Fixed Income & Credit
- A structural ceiling on developed market rates from demographics and debt overhang could get tested by supply/demand imbalances.
- The quality and stability of global credit markets has been negatively impacted by multi-year period of negative real rates and reach for yield.
- Higher leverage, lower underwriting standards and limited covenants will pressure default and recovery rates and increase deal complexity during the next U.S. credit downturn. We believe issues will be most acute in the U.S. loan market (although pricing on the margin has improved as loans have trailed).
- Higher yield in hard currency emerging market sovereign debt almost completely offset by expected increase in defaults. At >350 bp spread over emerging markets and generally lower duration, frontier market debt offers a more compelling risk-return.
- U.S. commercial private and listed real estate cycle peaked/peaking from a cap rate perspective, but strong demand and stable NOIs/yields should contribute to mid-single-digit gains. Rising yields and/or an economic slowdown represent key downside risks.

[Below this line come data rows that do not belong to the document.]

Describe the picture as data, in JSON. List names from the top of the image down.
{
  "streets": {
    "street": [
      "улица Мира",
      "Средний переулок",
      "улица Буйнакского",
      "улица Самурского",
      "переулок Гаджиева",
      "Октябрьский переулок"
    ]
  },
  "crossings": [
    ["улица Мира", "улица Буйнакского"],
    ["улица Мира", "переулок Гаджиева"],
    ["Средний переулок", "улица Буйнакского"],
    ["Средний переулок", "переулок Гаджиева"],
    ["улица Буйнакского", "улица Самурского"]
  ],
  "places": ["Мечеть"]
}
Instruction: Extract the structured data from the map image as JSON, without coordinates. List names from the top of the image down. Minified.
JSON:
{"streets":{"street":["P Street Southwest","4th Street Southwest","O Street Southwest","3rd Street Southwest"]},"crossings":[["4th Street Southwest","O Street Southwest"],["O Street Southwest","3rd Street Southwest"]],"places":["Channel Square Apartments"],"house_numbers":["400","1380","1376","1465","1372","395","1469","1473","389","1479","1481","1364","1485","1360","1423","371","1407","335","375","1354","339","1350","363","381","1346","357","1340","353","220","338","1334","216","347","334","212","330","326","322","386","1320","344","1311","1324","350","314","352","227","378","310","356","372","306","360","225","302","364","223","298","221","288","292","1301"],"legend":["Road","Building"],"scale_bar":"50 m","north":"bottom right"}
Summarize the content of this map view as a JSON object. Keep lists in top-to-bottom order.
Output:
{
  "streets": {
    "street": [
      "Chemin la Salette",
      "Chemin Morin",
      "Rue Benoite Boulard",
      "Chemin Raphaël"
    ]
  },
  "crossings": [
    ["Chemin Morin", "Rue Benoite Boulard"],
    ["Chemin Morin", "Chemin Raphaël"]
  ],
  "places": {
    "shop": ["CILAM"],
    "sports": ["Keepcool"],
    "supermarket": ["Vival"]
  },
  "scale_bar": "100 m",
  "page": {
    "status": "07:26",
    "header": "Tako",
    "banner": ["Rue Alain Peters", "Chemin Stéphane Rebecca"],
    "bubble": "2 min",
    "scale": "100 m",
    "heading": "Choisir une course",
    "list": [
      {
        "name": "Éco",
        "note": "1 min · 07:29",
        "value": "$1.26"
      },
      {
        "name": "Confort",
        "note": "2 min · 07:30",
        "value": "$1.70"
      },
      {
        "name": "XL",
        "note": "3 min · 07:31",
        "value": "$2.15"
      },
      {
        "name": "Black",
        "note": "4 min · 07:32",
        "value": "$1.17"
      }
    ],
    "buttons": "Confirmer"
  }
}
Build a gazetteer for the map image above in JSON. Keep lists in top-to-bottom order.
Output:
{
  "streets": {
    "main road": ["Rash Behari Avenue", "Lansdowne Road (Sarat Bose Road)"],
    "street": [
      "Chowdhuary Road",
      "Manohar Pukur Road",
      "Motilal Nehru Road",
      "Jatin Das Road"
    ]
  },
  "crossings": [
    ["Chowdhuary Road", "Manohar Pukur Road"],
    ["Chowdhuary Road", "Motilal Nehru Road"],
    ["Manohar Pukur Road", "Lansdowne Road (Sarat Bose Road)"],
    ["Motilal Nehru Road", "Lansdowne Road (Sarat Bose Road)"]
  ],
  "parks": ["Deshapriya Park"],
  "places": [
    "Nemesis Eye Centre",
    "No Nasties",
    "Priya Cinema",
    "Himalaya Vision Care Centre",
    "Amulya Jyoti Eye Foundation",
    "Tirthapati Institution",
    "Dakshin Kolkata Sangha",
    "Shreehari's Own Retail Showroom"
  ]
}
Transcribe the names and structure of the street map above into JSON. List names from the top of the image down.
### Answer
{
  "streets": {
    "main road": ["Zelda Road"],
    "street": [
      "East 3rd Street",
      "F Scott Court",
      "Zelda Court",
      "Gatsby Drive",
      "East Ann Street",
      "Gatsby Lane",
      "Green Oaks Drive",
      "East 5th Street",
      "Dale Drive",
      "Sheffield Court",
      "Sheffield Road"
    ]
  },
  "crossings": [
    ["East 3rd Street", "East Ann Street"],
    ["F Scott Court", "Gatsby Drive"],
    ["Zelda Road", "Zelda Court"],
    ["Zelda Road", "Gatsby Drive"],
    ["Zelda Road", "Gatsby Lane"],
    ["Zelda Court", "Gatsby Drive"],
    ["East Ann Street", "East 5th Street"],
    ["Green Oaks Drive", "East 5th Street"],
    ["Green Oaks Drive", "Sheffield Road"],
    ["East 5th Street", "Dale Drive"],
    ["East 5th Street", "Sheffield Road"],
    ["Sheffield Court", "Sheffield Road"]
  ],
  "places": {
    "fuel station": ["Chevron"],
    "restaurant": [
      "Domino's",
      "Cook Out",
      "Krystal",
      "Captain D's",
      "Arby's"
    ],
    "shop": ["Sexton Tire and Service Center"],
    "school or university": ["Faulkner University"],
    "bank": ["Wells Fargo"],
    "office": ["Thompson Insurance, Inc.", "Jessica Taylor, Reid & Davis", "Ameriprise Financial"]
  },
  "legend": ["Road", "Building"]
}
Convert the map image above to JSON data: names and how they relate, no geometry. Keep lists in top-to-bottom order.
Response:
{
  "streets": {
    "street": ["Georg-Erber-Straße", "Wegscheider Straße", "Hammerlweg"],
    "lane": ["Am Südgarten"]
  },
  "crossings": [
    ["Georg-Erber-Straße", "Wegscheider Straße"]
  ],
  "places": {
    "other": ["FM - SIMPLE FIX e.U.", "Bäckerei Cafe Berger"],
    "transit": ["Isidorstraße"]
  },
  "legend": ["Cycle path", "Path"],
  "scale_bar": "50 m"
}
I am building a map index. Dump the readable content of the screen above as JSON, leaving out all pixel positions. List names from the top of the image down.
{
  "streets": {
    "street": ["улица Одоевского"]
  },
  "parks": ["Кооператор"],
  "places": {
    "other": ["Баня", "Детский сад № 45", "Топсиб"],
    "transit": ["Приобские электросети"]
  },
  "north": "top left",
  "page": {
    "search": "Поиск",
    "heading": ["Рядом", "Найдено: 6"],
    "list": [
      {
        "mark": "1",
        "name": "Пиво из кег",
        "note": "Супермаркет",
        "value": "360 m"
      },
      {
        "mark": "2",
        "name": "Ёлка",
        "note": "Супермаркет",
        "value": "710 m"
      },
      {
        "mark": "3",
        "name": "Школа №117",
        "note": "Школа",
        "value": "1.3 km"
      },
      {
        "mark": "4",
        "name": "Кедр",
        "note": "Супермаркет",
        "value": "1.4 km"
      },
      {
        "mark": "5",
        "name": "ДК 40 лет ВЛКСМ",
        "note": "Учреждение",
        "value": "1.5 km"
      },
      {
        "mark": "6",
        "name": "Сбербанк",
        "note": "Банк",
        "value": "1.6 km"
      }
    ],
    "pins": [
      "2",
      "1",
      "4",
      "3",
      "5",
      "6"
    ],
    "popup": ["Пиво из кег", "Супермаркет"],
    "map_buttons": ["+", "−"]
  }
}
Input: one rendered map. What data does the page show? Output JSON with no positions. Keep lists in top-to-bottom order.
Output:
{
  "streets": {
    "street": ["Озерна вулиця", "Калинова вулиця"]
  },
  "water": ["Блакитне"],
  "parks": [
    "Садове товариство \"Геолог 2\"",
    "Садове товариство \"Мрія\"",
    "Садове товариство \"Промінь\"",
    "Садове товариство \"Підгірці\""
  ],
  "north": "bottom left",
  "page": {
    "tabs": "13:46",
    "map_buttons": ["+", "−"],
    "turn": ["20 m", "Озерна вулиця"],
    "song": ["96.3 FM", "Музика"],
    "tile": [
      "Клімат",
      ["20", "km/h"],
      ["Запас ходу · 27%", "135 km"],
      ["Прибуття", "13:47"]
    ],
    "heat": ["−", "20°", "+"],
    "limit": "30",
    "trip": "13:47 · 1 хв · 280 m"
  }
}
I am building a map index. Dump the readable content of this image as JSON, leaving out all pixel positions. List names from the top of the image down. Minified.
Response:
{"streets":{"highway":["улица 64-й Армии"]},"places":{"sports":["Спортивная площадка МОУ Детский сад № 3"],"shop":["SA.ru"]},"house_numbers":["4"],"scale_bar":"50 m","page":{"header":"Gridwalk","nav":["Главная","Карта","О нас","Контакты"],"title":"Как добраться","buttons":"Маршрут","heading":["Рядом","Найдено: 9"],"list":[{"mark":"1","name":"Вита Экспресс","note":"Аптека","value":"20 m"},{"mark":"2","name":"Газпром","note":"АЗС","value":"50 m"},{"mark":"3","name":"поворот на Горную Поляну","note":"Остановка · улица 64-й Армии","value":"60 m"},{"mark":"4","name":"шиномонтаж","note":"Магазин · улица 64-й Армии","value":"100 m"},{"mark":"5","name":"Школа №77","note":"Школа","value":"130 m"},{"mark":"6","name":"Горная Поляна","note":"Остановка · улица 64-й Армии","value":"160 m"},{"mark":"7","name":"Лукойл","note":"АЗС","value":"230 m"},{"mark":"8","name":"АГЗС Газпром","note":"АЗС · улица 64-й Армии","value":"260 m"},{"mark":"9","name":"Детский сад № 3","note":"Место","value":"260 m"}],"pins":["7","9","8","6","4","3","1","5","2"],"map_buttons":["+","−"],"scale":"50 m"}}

- Wide dispersion and muted returns expected in commodity futures on slower global growth and negative roll yield environment (-3%).
- MLPs attractively priced with more sustainable self-funded yields. ▪ Gold will continue to benefit if pool of negative-yielding sovereign debt—now at $12 trillion—grows.
- Across most hedge fund and liquid alternative categories, near record low hurdle rate/opportunity cost of U.S. and global core 60/40 portfolios (expected 10-year nominal returns of 3.5% and 2.9%, respectively) and higher expected volatility are offset by high fees and declining manager alphas.
- Value-biased long/short equity managers appear well-positioned to benefit from higher volatility and mean reversion of style and sector trends.
- The closed-end funds space is widely unattractive as discounts have closed to less than historical averages across almost all sectors but energy.
- Unrealistic expectations for forward returns based on the last 10 years pose a significant risk for U.S. investors. Current low bond yields and high equity valuations will result in 10-year forward returns 3-4% below those of the last 10 years. As evidence, over the last 20 years, diversification across asset classes and geographies with regular rebalancing has delivered higher returns and less risk than U.S. stocks.
- Cash and short-term bonds do not have the explicit convexity of tail risk hedges, but they have implicit convexity (“shadow value”) if used tactically to deploy into potential future dislocations. Unlike most other hedges, cash and short-term bonds have very low fees and liquidity risk.